Yes (if I didn't make arithmetic mistakes).
Let $A$ be the given matrix, $A=\begin{pmatrix} 0 & 1 & 1 & 0 \newline -b & a & 0 & 1 \newline 0 & 0 & 0 & 1 \newline 0 & 0 & -b & a \end{pmatrix}.$
The rational canonical form of $f$ is $R$, where $R$ is the companion matrix of $(X^2 -aX + b)^2$, $R=\left(\begin{array}{rrrc} 0 & 0 & 0 & -b^2\\ 1 & 0 & 0 & 2ab\\ 0 & 1 & 0 & a^2-2b\\ 0 & 0 & 1 & 2a \end{array}\right).$ The characteristic polynomial of the matrix $A$ is also $(t^2-at+b)^2$. Evaluating $A^2-aA + bI$, the $(1,4)$ coordinate of $A^2$ is $2$, the $(1,4)$ coordinate of $-aA$ is $0$, and the $(1,4)$ coordinate of $bI$ is $0$, so $A^2-aA+bI \neq \mathbf{0}$. Hence, the minimal polynomial of the matrix you have is also $(X^2 -aX + b)^2$. So the rational canonical form of $A$ is also equal to $R$.
Therefore, there is an invertible matrix $P$ such that $P^{-1}AP = R$.

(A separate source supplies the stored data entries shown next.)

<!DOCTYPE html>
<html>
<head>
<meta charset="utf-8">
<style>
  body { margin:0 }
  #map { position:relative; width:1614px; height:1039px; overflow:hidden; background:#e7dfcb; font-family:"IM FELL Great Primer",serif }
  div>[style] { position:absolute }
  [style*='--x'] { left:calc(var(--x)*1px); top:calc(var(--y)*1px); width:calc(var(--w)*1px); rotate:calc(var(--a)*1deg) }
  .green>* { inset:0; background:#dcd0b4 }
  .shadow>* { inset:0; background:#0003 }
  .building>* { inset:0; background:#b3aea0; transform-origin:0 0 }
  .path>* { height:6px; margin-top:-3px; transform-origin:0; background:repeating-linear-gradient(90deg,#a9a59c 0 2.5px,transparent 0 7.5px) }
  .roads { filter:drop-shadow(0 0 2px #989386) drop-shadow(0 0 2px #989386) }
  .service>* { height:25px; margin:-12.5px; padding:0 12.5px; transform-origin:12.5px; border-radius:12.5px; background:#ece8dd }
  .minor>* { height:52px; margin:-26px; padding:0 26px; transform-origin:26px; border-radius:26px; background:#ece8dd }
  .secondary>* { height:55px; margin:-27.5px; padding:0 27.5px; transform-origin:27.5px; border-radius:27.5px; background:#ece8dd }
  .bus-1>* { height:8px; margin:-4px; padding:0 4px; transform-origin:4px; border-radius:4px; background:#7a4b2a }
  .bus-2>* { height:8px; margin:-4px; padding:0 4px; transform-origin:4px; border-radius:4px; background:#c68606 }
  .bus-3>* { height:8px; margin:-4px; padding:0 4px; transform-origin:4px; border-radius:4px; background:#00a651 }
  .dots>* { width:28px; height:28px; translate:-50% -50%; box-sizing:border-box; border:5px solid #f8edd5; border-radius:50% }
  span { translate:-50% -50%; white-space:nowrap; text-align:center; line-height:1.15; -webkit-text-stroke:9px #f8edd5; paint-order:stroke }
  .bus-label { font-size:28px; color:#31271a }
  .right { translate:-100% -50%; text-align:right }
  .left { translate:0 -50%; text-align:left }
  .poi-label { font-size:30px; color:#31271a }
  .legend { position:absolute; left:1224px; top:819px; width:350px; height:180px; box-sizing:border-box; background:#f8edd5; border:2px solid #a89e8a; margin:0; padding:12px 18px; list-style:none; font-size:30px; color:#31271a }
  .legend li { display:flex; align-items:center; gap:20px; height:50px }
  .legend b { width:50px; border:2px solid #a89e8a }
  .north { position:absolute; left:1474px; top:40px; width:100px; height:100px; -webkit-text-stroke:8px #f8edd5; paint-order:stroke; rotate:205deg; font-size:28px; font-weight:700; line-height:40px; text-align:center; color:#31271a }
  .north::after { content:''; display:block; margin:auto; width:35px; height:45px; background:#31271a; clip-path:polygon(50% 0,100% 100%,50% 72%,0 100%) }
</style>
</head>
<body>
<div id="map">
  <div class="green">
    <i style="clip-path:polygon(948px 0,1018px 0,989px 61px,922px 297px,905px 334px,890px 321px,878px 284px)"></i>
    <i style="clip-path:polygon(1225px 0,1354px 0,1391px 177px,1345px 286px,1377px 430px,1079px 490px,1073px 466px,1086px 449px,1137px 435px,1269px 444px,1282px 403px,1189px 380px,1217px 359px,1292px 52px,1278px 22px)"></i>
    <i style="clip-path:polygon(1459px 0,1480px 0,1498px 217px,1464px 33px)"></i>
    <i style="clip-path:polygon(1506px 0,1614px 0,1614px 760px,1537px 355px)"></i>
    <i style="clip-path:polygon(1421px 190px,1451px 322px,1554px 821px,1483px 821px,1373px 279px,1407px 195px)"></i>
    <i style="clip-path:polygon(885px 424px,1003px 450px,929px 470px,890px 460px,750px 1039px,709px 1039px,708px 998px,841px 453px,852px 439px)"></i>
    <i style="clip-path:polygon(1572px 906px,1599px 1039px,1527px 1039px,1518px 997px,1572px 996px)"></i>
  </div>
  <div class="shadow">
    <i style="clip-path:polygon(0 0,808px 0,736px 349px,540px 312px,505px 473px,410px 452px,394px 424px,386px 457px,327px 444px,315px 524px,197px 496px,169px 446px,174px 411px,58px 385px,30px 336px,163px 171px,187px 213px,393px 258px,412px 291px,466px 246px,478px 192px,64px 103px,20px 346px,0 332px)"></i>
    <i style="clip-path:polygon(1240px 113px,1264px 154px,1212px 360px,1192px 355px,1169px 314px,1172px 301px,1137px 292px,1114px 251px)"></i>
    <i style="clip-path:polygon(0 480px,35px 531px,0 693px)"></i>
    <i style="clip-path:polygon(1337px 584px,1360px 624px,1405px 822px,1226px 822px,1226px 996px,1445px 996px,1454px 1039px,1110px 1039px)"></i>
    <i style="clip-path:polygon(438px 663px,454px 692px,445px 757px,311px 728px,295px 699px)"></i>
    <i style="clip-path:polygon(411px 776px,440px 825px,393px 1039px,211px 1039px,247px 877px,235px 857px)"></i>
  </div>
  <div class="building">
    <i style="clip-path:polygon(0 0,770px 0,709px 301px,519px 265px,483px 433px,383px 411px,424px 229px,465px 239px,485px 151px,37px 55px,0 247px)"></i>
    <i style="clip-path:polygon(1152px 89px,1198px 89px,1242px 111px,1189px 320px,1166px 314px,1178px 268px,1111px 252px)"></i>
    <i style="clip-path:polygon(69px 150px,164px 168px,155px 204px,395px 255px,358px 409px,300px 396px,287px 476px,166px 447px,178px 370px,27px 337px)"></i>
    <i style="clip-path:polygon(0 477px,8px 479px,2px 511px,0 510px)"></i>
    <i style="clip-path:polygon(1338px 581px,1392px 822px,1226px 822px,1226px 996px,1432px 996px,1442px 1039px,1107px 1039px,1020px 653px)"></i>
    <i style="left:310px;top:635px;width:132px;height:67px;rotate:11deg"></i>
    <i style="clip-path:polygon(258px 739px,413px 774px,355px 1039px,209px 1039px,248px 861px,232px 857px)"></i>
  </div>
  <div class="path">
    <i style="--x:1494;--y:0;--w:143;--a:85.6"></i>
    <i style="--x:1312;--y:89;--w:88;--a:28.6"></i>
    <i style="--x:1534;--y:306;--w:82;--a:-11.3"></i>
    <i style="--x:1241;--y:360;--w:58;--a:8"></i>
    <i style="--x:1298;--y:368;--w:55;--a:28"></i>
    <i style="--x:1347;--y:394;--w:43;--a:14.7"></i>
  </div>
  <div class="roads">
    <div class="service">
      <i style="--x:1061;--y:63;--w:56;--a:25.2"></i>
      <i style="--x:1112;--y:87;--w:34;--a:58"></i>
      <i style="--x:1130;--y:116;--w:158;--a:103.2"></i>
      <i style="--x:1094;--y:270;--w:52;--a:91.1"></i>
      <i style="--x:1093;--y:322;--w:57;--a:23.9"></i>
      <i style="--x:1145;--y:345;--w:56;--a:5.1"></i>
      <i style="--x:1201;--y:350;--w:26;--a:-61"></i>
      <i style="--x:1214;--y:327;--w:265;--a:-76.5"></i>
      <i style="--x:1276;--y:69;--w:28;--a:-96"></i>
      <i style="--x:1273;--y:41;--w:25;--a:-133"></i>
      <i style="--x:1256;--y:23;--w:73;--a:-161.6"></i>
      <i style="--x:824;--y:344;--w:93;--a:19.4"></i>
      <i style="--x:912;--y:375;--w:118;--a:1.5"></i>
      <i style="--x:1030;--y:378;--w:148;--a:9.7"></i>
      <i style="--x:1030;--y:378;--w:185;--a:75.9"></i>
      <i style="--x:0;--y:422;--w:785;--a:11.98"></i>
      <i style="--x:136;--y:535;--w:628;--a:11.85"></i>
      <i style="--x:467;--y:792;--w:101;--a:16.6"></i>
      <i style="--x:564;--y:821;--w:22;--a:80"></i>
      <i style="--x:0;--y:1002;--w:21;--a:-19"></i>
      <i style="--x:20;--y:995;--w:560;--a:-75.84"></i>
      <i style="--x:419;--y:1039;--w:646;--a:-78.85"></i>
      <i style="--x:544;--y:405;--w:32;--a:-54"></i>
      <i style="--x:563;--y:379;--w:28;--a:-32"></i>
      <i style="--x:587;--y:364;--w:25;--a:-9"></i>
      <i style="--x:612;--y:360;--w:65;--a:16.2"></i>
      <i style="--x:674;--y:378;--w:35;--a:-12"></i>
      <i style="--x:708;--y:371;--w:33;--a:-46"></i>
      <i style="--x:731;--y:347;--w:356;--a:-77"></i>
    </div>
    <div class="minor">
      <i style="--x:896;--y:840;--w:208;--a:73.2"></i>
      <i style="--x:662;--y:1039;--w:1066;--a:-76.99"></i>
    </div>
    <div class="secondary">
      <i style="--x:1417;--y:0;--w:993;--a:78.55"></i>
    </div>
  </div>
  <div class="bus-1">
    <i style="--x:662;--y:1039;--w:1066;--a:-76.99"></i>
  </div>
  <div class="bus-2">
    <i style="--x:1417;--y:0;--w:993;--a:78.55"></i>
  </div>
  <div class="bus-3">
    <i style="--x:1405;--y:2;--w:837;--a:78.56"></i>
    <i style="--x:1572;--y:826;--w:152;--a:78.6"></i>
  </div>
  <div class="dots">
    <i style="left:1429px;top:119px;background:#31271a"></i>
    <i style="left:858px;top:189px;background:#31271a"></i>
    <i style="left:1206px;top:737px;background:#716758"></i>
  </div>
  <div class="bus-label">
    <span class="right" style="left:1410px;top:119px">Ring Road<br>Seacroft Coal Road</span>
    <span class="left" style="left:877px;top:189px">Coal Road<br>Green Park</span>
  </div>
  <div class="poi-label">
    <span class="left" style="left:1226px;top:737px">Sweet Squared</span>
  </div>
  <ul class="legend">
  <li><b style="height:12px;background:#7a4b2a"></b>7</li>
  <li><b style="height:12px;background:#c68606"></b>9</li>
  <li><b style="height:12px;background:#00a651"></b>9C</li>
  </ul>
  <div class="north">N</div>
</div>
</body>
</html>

If you fix a basis $\beta$ for $V$, and you let $B$ be the coordinate matrix of $f$ with respect to $\beta$, $[f]_{\beta}$, then there is an invertible matrix $Q$ such that $Q^{-1}BQ=R$ (we obtain $Q$ by finding a rational canonical basis for $f$). So we have that $Q^{-1}BQ = R = P^{-1}AP$. Therefore, $A = (PQ^{-1})[f]_{\beta}(PQ^{-1})^{-1},$ and interpreting $PQ^{-1}$ as a suitable change-of-basis matrix gives you (an explicit way to obtain) a basis $\gamma$ for $V$ (in terms of $\beta$) such that $[f]_{\gamma}=A$.